Stored items →
======

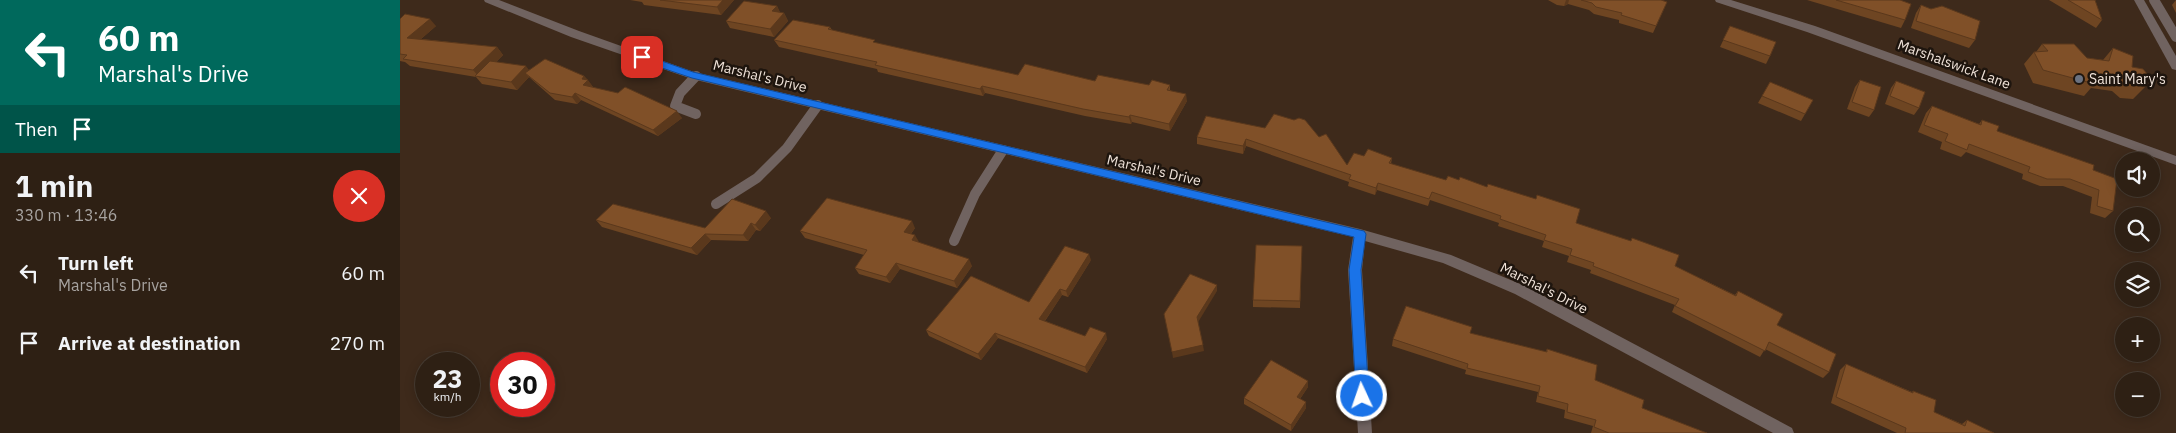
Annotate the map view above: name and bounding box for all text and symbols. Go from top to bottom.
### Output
text: 60 m [98,15,180,61]
icon: left [15,20,80,85]
street label: Marshalswick Lane [1895,35,2013,93]
pin [621,36,663,78]
icon: arrive [628,43,656,71]
street label: Marshal's Drive [711,56,809,96]
text: Marshal's Drive [98,59,249,88]
place label: Saint Mary's [2089,70,2166,88]
marker: Saint Mary's [2073,73,2085,85]
icon: arrive [68,115,96,143]
text: Then [15,117,58,141]
street label: Marshal's Drive [1105,150,1203,190]
map controls [2115,152,2160,417]
button: sound [2115,152,2160,197]
text: 1 min [15,166,93,205]
button: close [333,170,385,222]
text: 330 m · 13:46 [15,205,117,225]
button: search [2115,207,2160,252]
text: Turn left [58,251,134,275]
street label: Marshal's Drive [1497,258,1591,318]
icon: left [15,259,43,287]
text: 60 m [341,261,385,285]
button: layers [2115,262,2160,307]
text: Marshal's Drive [58,275,168,295]
button: + [2115,317,2160,362]
icon: arrive [15,329,43,357]
text: Arrive at destination [58,331,241,355]
text: 270 m [330,331,385,355]
speed limit sign: 30 [490,352,555,417]
text: 23 [432,362,463,395]
position arrow [1335,369,1387,421]
button: − [2115,372,2160,417]
text: km/h [433,389,462,404]

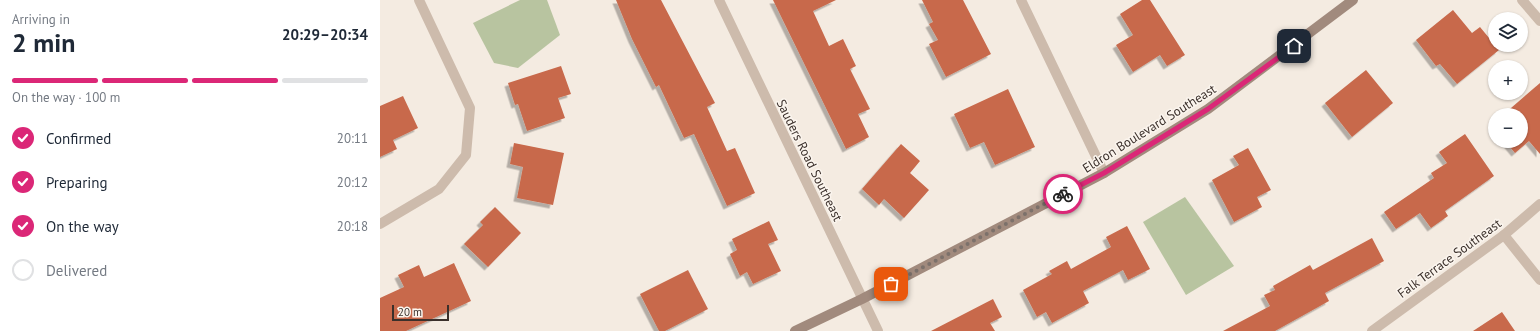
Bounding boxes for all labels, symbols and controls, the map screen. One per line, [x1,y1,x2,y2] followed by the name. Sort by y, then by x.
[12,11,70,28] text: Arriving in
[1488,12,1528,148] map controls
[1488,12,1528,52] button: layers
[282,25,368,44] text: 20:29–20:34
[12,26,75,59] text: 2 min
[1277,29,1311,63] pin
[1283,35,1305,57] icon: home
[1488,60,1528,100] button: +
[1079,80,1220,177] street label: Eldron Boulevard Southeast
[12,89,120,106] text: On the way · 100 m
[773,96,847,225] street label: Sauders Road Southeast
[1488,108,1528,148] button: −
[12,127,34,149] icon: check
[46,129,111,148] text: Confirmed
[337,130,368,147] text: 20:11
[12,171,34,193] icon: check
[46,173,108,192] text: Preparing
[337,174,368,191] text: 20:12
[1043,174,1083,214] courier
[1052,183,1074,205] icon: bike
[12,215,34,237] icon: check
[1394,215,1505,302] street label: Falk Terrace Southeast
[46,217,119,236] text: On the way
[337,218,368,235] text: 20:18
[46,261,107,280] text: Delivered
[874,267,908,301] pin
[880,273,902,295] icon: bag
[392,303,449,322] scale bar
[398,305,422,319] text: 20 m

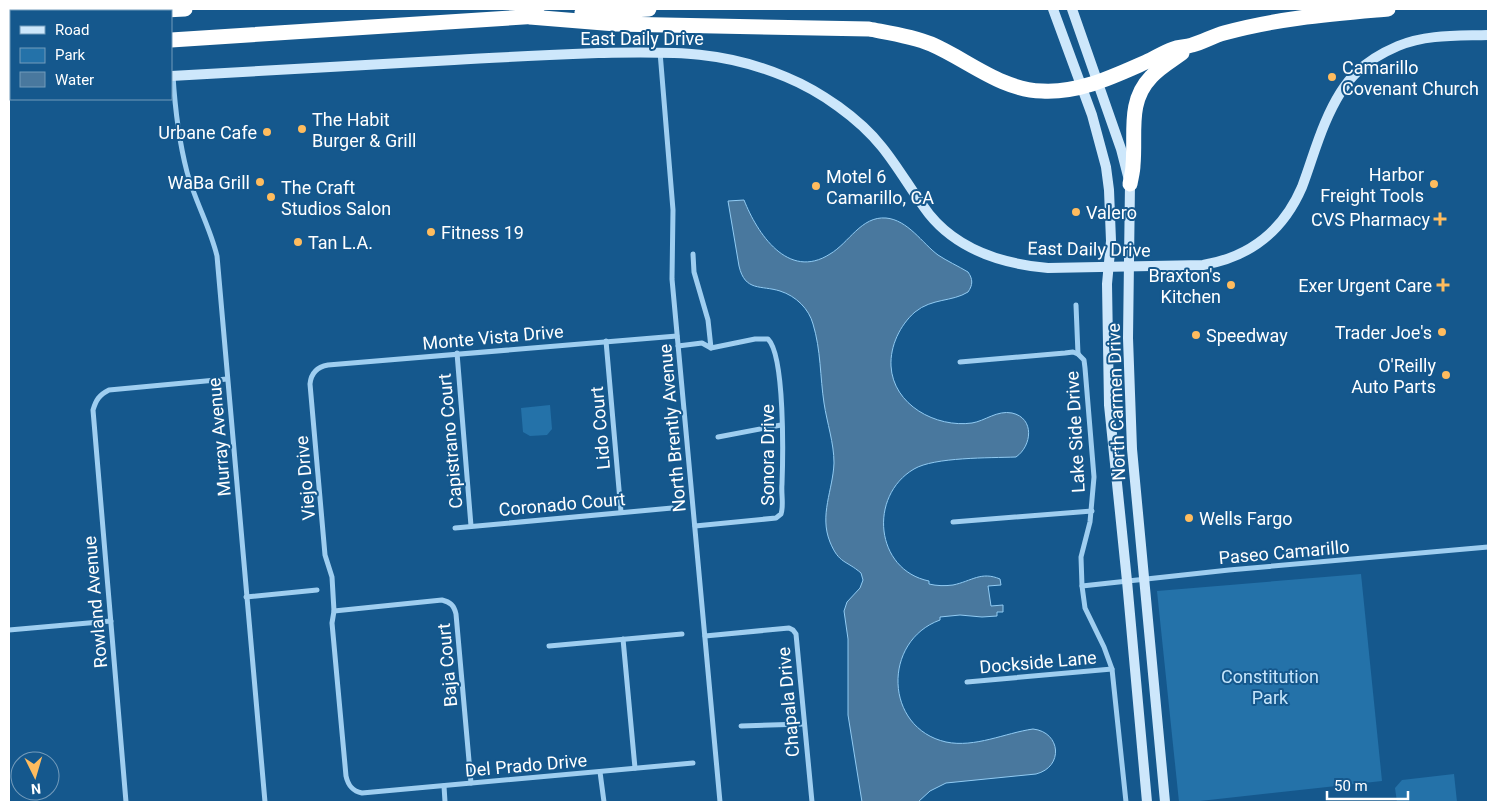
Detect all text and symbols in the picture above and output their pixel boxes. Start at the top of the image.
legend [10,10,172,100]
text: Road [55,21,89,39]
street label: East Daily Drive [580,28,704,49]
text: Park [55,46,86,64]
place label: Camarillo Covenant Church [1342,57,1479,99]
text: Water [55,71,94,89]
marker: Camarillo Covenant Church [1326,71,1338,83]
place label: The Habit Burger & Grill [312,109,416,151]
place label: Urbane Cafe [158,122,257,143]
marker: The Habit Burger & Grill [296,123,308,135]
marker: Urbane Cafe [261,126,273,138]
place label: Harbor Freight Tools [1320,164,1424,206]
place label: Motel 6 Camarillo, CA [826,166,934,208]
place label: WaBa Grill [168,172,250,193]
marker: WaBa Grill [254,176,266,188]
place label: The Craft Studios Salon [281,177,391,219]
marker: Harbor Freight Tools [1428,178,1440,190]
marker: Motel 6 Camarillo, CA [810,180,822,192]
marker: The Craft Studios Salon [265,191,277,203]
place label: Valero [1086,202,1137,223]
marker: Valero [1070,206,1082,218]
place label: CVS Pharmacy [1311,209,1430,230]
marker: CVS Pharmacy [1434,213,1446,225]
place label: Fitness 19 [441,222,524,243]
marker: Fitness 19 [425,226,437,238]
place label: Tan L.A. [308,232,373,253]
marker: Tan L.A. [292,236,304,248]
street label: East Daily Drive [1027,237,1151,261]
place label: Braxton's Kitchen [1149,265,1221,307]
place label: Exer Urgent Care [1298,275,1432,296]
marker: Exer Urgent Care [1436,278,1450,292]
marker: Braxton's Kitchen [1225,279,1237,291]
street label: Monte Vista Drive [422,320,564,354]
place label: Trader Joe's [1335,322,1432,343]
street label: North Carmen Drive [1103,323,1129,481]
place label: Speedway [1206,325,1288,346]
marker: Trader Joe's [1436,326,1448,338]
marker: Speedway [1190,329,1202,341]
street label: North Brently Avenue [654,343,690,513]
place label: O'Reilly Auto Parts [1351,355,1436,397]
marker: O'Reilly Auto Parts [1440,369,1452,381]
street label: Lake Side Drive [1061,370,1089,494]
street label: Capistrano Court [434,372,466,510]
street label: Murray Avenue [203,377,235,497]
street label: Lido Court [586,385,614,470]
street label: Sonora Drive [757,404,778,506]
street label: Viejo Drive [291,435,319,521]
street label: Coronado Court [498,488,626,520]
place label: Wells Fargo [1199,508,1293,529]
marker: Wells Fargo [1183,512,1195,524]
street label: Rowland Avenue [79,535,111,669]
street label: Paseo Camarillo [1218,536,1350,568]
street label: Baja Court [433,622,461,708]
street label: Chapala Drive [773,646,803,758]
street label: Dockside Lane [979,646,1097,678]
park label: Constitution Park [1221,666,1319,708]
street label: Del Prado Drive [464,749,588,781]
north arrow [10,751,60,801]
scale bar [1327,768,1408,800]
text: 50 m [1334,777,1368,795]
text: N [31,781,42,797]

======

Task goal → Bring together all lines in the records where the word "Craft" is found.

Exercise output →
place label: The Craft Studios Salon [281,177,391,219]
marker: The Craft Studios Salon [265,191,277,203]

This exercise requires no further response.